When you answer, restate the entries below without altering anything.

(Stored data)
---*---
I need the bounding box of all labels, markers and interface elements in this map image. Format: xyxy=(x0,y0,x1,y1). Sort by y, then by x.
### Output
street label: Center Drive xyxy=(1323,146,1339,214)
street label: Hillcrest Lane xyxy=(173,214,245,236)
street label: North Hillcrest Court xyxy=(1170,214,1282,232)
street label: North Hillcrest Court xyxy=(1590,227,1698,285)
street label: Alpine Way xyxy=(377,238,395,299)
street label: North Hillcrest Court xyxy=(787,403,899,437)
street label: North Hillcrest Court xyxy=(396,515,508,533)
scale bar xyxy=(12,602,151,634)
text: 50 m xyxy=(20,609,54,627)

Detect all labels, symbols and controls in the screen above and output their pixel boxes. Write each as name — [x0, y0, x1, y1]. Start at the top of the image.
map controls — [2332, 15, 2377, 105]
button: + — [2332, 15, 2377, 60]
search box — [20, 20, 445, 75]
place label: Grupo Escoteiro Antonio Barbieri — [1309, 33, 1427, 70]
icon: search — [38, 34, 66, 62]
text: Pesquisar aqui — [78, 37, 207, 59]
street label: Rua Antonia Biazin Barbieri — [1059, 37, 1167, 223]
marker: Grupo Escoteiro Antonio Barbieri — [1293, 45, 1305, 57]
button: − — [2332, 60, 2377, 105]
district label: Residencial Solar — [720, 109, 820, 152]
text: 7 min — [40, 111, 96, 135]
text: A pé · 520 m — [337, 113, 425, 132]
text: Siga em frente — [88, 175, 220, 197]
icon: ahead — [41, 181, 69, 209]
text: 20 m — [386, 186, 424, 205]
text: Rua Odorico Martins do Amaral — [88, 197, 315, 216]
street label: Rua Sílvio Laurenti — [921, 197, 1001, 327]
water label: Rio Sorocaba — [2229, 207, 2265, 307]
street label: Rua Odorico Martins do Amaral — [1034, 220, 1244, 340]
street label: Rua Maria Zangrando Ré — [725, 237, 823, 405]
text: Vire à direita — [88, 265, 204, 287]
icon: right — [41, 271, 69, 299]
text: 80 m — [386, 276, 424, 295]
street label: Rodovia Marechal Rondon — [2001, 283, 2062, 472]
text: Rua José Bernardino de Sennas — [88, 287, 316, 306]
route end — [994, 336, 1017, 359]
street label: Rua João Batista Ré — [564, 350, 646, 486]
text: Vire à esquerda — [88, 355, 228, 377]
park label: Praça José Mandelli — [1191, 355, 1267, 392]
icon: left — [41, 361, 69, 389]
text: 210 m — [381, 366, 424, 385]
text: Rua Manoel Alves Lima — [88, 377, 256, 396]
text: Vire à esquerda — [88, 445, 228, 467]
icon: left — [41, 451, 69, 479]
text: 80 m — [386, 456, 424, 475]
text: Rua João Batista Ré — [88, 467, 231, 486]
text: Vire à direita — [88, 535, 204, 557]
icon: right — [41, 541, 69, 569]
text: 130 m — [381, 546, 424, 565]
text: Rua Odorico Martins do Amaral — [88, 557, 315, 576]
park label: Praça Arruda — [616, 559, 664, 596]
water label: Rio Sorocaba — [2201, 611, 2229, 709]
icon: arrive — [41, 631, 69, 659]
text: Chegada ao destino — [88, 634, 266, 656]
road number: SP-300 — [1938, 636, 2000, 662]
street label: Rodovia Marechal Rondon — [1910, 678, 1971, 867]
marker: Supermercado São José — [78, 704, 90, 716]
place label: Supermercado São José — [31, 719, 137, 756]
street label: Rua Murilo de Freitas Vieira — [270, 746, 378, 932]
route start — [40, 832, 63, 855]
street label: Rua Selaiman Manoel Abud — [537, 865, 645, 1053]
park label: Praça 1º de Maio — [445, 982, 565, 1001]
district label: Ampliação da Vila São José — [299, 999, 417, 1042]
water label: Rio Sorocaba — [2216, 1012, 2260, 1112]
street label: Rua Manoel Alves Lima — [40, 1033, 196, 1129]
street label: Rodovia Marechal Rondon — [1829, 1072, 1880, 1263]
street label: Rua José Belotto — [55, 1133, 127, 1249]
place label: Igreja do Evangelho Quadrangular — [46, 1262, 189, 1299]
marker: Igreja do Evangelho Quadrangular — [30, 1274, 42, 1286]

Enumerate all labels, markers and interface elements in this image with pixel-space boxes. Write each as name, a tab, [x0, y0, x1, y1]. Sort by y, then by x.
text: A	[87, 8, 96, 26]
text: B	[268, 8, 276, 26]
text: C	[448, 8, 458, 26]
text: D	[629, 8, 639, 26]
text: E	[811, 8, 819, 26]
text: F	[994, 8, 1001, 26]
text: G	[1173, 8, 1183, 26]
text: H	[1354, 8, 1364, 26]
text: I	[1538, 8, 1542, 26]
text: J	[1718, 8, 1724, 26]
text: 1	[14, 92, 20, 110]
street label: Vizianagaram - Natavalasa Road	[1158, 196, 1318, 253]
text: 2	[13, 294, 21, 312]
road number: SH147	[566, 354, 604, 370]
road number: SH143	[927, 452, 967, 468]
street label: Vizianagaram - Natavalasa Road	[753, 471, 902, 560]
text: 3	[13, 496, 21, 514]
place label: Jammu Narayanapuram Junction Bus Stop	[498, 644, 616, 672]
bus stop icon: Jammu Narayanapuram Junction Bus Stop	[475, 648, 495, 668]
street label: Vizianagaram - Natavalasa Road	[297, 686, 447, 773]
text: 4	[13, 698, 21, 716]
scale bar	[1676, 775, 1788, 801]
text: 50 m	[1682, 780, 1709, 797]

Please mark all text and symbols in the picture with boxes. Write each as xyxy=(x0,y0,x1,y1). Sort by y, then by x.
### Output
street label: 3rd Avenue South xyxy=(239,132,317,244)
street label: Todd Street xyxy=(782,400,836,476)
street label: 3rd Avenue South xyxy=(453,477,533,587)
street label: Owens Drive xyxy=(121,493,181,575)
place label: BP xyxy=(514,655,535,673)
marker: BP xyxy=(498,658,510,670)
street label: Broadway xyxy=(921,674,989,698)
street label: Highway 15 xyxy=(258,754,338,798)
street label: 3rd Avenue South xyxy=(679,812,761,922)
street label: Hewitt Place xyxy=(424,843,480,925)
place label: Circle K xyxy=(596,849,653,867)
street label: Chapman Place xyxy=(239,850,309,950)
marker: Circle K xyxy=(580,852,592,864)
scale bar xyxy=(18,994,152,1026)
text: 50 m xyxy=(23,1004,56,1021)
---*---
▸ **SOLUTION TO THIS PROBLEM**
I need the bounding box of all labels, markers and interface elements in this map image. Format: xyxy=(x0,y0,x1,y1). Sort by y, then by x.
### Output
street label: Center Drive xyxy=(1323,146,1339,214)
street label: Hillcrest Lane xyxy=(173,214,245,236)
street label: North Hillcrest Court xyxy=(1170,214,1282,232)
street label: North Hillcrest Court xyxy=(1590,227,1698,285)
street label: Alpine Way xyxy=(377,238,395,299)
street label: North Hillcrest Court xyxy=(787,403,899,437)
street label: North Hillcrest Court xyxy=(396,515,508,533)
scale bar xyxy=(12,602,151,634)
text: 50 m xyxy=(20,609,54,627)

Detect all labels, symbols and controls in the screen above and output their pixel boxes. Write each as name — [x0, y0, x1, y1]. Start at the top of the image.
map controls — [2332, 15, 2377, 105]
button: + — [2332, 15, 2377, 60]
search box — [20, 20, 445, 75]
place label: Grupo Escoteiro Antonio Barbieri — [1309, 33, 1427, 70]
icon: search — [38, 34, 66, 62]
text: Pesquisar aqui — [78, 37, 207, 59]
street label: Rua Antonia Biazin Barbieri — [1059, 37, 1167, 223]
marker: Grupo Escoteiro Antonio Barbieri — [1293, 45, 1305, 57]
button: − — [2332, 60, 2377, 105]
district label: Residencial Solar — [720, 109, 820, 152]
text: 7 min — [40, 111, 96, 135]
text: A pé · 520 m — [337, 113, 425, 132]
text: Siga em frente — [88, 175, 220, 197]
icon: ahead — [41, 181, 69, 209]
text: 20 m — [386, 186, 424, 205]
text: Rua Odorico Martins do Amaral — [88, 197, 315, 216]
street label: Rua Sílvio Laurenti — [921, 197, 1001, 327]
water label: Rio Sorocaba — [2229, 207, 2265, 307]
street label: Rua Odorico Martins do Amaral — [1034, 220, 1244, 340]
street label: Rua Maria Zangrando Ré — [725, 237, 823, 405]
text: Vire à direita — [88, 265, 204, 287]
icon: right — [41, 271, 69, 299]
text: 80 m — [386, 276, 424, 295]
street label: Rodovia Marechal Rondon — [2001, 283, 2062, 472]
text: Rua José Bernardino de Sennas — [88, 287, 316, 306]
route end — [994, 336, 1017, 359]
street label: Rua João Batista Ré — [564, 350, 646, 486]
text: Vire à esquerda — [88, 355, 228, 377]
park label: Praça José Mandelli — [1191, 355, 1267, 392]
icon: left — [41, 361, 69, 389]
text: 210 m — [381, 366, 424, 385]
text: Rua Manoel Alves Lima — [88, 377, 256, 396]
text: Vire à esquerda — [88, 445, 228, 467]
icon: left — [41, 451, 69, 479]
text: 80 m — [386, 456, 424, 475]
text: Rua João Batista Ré — [88, 467, 231, 486]
text: Vire à direita — [88, 535, 204, 557]
icon: right — [41, 541, 69, 569]
text: 130 m — [381, 546, 424, 565]
text: Rua Odorico Martins do Amaral — [88, 557, 315, 576]
park label: Praça Arruda — [616, 559, 664, 596]
water label: Rio Sorocaba — [2201, 611, 2229, 709]
icon: arrive — [41, 631, 69, 659]
text: Chegada ao destino — [88, 634, 266, 656]
road number: SP-300 — [1938, 636, 2000, 662]
street label: Rodovia Marechal Rondon — [1910, 678, 1971, 867]
marker: Supermercado São José — [78, 704, 90, 716]
place label: Supermercado São José — [31, 719, 137, 756]
street label: Rua Murilo de Freitas Vieira — [270, 746, 378, 932]
route start — [40, 832, 63, 855]
street label: Rua Selaiman Manoel Abud — [537, 865, 645, 1053]
park label: Praça 1º de Maio — [445, 982, 565, 1001]
district label: Ampliação da Vila São José — [299, 999, 417, 1042]
water label: Rio Sorocaba — [2216, 1012, 2260, 1112]
street label: Rua Manoel Alves Lima — [40, 1033, 196, 1129]
street label: Rodovia Marechal Rondon — [1829, 1072, 1880, 1263]
street label: Rua José Belotto — [55, 1133, 127, 1249]
place label: Igreja do Evangelho Quadrangular — [46, 1262, 189, 1299]
marker: Igreja do Evangelho Quadrangular — [30, 1274, 42, 1286]

Enumerate all labels, markers and interface elements in this image with pixel-space boxes. Write each as name, a tab, [x0, y0, x1, y1]. Sort by y, then by x.
text: A	[87, 8, 96, 26]
text: B	[268, 8, 276, 26]
text: C	[448, 8, 458, 26]
text: D	[629, 8, 639, 26]
text: E	[811, 8, 819, 26]
text: F	[994, 8, 1001, 26]
text: G	[1173, 8, 1183, 26]
text: H	[1354, 8, 1364, 26]
text: I	[1538, 8, 1542, 26]
text: J	[1718, 8, 1724, 26]
text: 1	[14, 92, 20, 110]
street label: Vizianagaram - Natavalasa Road	[1158, 196, 1318, 253]
text: 2	[13, 294, 21, 312]
road number: SH147	[566, 354, 604, 370]
road number: SH143	[927, 452, 967, 468]
street label: Vizianagaram - Natavalasa Road	[753, 471, 902, 560]
text: 3	[13, 496, 21, 514]
place label: Jammu Narayanapuram Junction Bus Stop	[498, 644, 616, 672]
bus stop icon: Jammu Narayanapuram Junction Bus Stop	[475, 648, 495, 668]
street label: Vizianagaram - Natavalasa Road	[297, 686, 447, 773]
text: 4	[13, 698, 21, 716]
scale bar	[1676, 775, 1788, 801]
text: 50 m	[1682, 780, 1709, 797]

Please mark all text and symbols in the picture with boxes. Write each as xyxy=(x0,y0,x1,y1). Sort by y, then by x.
### Output
street label: 3rd Avenue South xyxy=(239,132,317,244)
street label: Todd Street xyxy=(782,400,836,476)
street label: 3rd Avenue South xyxy=(453,477,533,587)
street label: Owens Drive xyxy=(121,493,181,575)
place label: BP xyxy=(514,655,535,673)
marker: BP xyxy=(498,658,510,670)
street label: Broadway xyxy=(921,674,989,698)
street label: Highway 15 xyxy=(258,754,338,798)
street label: 3rd Avenue South xyxy=(679,812,761,922)
street label: Hewitt Place xyxy=(424,843,480,925)
place label: Circle K xyxy=(596,849,653,867)
street label: Chapman Place xyxy=(239,850,309,950)
marker: Circle K xyxy=(580,852,592,864)
scale bar xyxy=(18,994,152,1026)
text: 50 m xyxy=(23,1004,56,1021)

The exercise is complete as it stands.